Copy the entries that follow, exactly and completely.

===== Task input

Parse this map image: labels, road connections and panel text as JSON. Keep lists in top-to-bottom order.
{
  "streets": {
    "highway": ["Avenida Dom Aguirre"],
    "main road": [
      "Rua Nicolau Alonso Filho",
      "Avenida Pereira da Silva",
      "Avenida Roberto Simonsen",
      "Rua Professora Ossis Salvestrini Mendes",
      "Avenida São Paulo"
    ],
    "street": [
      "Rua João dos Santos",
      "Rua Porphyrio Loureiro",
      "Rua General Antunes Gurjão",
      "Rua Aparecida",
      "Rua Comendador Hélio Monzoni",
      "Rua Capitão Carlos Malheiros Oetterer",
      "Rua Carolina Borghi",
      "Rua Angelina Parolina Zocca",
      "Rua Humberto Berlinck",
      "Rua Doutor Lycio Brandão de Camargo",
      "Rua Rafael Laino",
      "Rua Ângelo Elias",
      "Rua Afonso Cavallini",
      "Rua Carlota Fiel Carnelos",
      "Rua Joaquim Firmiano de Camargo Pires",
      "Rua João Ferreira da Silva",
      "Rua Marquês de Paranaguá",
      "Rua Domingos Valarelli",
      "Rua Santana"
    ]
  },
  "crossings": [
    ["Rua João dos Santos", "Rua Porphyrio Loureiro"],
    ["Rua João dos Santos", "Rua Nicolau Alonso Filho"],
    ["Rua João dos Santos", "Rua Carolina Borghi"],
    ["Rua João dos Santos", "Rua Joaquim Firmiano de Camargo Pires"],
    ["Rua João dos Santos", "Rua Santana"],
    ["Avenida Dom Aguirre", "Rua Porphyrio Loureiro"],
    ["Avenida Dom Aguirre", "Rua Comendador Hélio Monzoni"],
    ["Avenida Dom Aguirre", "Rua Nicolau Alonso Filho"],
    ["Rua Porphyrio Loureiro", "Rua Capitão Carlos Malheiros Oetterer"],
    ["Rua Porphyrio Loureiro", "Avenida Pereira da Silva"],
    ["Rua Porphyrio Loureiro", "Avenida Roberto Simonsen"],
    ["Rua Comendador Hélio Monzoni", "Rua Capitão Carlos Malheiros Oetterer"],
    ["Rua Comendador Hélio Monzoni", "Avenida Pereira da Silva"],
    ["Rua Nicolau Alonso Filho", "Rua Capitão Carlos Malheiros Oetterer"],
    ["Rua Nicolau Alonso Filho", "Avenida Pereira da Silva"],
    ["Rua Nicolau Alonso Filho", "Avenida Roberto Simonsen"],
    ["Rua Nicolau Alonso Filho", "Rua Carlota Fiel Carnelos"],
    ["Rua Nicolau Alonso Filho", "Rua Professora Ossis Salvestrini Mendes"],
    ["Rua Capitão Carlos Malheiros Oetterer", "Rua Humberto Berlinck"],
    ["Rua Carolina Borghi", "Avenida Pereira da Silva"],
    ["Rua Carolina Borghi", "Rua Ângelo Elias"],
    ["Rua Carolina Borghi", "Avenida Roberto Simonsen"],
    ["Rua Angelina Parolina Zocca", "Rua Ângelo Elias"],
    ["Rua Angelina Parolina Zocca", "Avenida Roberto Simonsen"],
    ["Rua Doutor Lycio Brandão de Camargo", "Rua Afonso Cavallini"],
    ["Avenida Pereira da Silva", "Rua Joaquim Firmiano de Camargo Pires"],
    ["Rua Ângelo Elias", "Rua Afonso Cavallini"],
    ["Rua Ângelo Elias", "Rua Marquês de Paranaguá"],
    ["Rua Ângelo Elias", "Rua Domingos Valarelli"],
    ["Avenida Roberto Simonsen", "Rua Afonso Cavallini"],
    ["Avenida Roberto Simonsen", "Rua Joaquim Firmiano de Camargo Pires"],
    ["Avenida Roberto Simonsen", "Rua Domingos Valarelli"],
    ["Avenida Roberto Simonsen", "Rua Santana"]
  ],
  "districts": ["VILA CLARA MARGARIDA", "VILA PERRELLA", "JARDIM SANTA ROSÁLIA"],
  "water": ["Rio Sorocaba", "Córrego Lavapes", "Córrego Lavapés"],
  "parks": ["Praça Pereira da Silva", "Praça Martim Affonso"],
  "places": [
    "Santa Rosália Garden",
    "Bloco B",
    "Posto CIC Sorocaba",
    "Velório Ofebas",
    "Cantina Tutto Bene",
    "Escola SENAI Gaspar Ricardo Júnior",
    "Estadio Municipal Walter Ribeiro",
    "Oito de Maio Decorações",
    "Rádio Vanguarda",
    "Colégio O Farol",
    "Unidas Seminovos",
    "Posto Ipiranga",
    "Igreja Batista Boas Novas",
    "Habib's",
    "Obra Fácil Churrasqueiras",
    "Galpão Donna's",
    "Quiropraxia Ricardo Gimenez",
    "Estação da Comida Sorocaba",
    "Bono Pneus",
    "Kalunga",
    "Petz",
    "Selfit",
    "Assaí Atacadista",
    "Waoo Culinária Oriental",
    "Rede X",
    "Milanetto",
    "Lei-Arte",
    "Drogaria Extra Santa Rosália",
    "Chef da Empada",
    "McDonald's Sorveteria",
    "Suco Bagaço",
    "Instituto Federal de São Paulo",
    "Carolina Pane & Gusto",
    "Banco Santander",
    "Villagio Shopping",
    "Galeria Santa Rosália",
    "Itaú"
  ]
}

==========

* [Your response]
Parse this map image: labels, road connections and panel text as JSON. Keep lists in top-to-bottom order.
{
  "streets": {
    "highway": ["Avenida Dom Aguirre"],
    "main road": [
      "Rua Nicolau Alonso Filho",
      "Avenida Pereira da Silva",
      "Avenida Roberto Simonsen",
      "Rua Professora Ossis Salvestrini Mendes",
      "Avenida São Paulo"
    ],
    "street": [
      "Rua João dos Santos",
      "Rua Porphyrio Loureiro",
      "Rua General Antunes Gurjão",
      "Rua Aparecida",
      "Rua Comendador Hélio Monzoni",
      "Rua Capitão Carlos Malheiros Oetterer",
      "Rua Carolina Borghi",
      "Rua Angelina Parolina Zocca",
      "Rua Humberto Berlinck",
      "Rua Doutor Lycio Brandão de Camargo",
      "Rua Rafael Laino",
      "Rua Ângelo Elias",
      "Rua Afonso Cavallini",
      "Rua Carlota Fiel Carnelos",
      "Rua Joaquim Firmiano de Camargo Pires",
      "Rua João Ferreira da Silva",
      "Rua Marquês de Paranaguá",
      "Rua Domingos Valarelli",
      "Rua Santana"
    ]
  },
  "crossings": [
    ["Rua João dos Santos", "Rua Porphyrio Loureiro"],
    ["Rua João dos Santos", "Rua Nicolau Alonso Filho"],
    ["Rua João dos Santos", "Rua Carolina Borghi"],
    ["Rua João dos Santos", "Rua Joaquim Firmiano de Camargo Pires"],
    ["Rua João dos Santos", "Rua Santana"],
    ["Avenida Dom Aguirre", "Rua Porphyrio Loureiro"],
    ["Avenida Dom Aguirre", "Rua Comendador Hélio Monzoni"],
    ["Avenida Dom Aguirre", "Rua Nicolau Alonso Filho"],
    ["Rua Porphyrio Loureiro", "Rua Capitão Carlos Malheiros Oetterer"],
    ["Rua Porphyrio Loureiro", "Avenida Pereira da Silva"],
    ["Rua Porphyrio Loureiro", "Avenida Roberto Simonsen"],
    ["Rua Comendador Hélio Monzoni", "Rua Capitão Carlos Malheiros Oetterer"],
    ["Rua Comendador Hélio Monzoni", "Avenida Pereira da Silva"],
    ["Rua Nicolau Alonso Filho", "Rua Capitão Carlos Malheiros Oetterer"],
    ["Rua Nicolau Alonso Filho", "Avenida Pereira da Silva"],
    ["Rua Nicolau Alonso Filho", "Avenida Roberto Simonsen"],
    ["Rua Nicolau Alonso Filho", "Rua Carlota Fiel Carnelos"],
    ["Rua Nicolau Alonso Filho", "Rua Professora Ossis Salvestrini Mendes"],
    ["Rua Capitão Carlos Malheiros Oetterer", "Rua Humberto Berlinck"],
    ["Rua Carolina Borghi", "Avenida Pereira da Silva"],
    ["Rua Carolina Borghi", "Rua Ângelo Elias"],
    ["Rua Carolina Borghi", "Avenida Roberto Simonsen"],
    ["Rua Angelina Parolina Zocca", "Rua Ângelo Elias"],
    ["Rua Angelina Parolina Zocca", "Avenida Roberto Simonsen"],
    ["Rua Doutor Lycio Brandão de Camargo", "Rua Afonso Cavallini"],
    ["Avenida Pereira da Silva", "Rua Joaquim Firmiano de Camargo Pires"],
    ["Rua Ângelo Elias", "Rua Afonso Cavallini"],
    ["Rua Ângelo Elias", "Rua Marquês de Paranaguá"],
    ["Rua Ângelo Elias", "Rua Domingos Valarelli"],
    ["Avenida Roberto Simonsen", "Rua Afonso Cavallini"],
    ["Avenida Roberto Simonsen", "Rua Joaquim Firmiano de Camargo Pires"],
    ["Avenida Roberto Simonsen", "Rua Domingos Valarelli"],
    ["Avenida Roberto Simonsen", "Rua Santana"]
  ],
  "districts": ["VILA CLARA MARGARIDA", "VILA PERRELLA", "JARDIM SANTA ROSÁLIA"],
  "water": ["Rio Sorocaba", "Córrego Lavapes", "Córrego Lavapés"],
  "parks": ["Praça Pereira da Silva", "Praça Martim Affonso"],
  "places": [
    "Santa Rosália Garden",
    "Bloco B",
    "Posto CIC Sorocaba",
    "Velório Ofebas",
    "Cantina Tutto Bene",
    "Escola SENAI Gaspar Ricardo Júnior",
    "Estadio Municipal Walter Ribeiro",
    "Oito de Maio Decorações",
    "Rádio Vanguarda",
    "Colégio O Farol",
    "Unidas Seminovos",
    "Posto Ipiranga",
    "Igreja Batista Boas Novas",
    "Habib's",
    "Obra Fácil Churrasqueiras",
    "Galpão Donna's",
    "Quiropraxia Ricardo Gimenez",
    "Estação da Comida Sorocaba",
    "Bono Pneus",
    "Kalunga",
    "Petz",
    "Selfit",
    "Assaí Atacadista",
    "Waoo Culinária Oriental",
    "Rede X",
    "Milanetto",
    "Lei-Arte",
    "Drogaria Extra Santa Rosália",
    "Chef da Empada",
    "McDonald's Sorveteria",
    "Suco Bagaço",
    "Instituto Federal de São Paulo",
    "Carolina Pane & Gusto",
    "Banco Santander",
    "Villagio Shopping",
    "Galeria Santa Rosália",
    "Itaú"
  ]
}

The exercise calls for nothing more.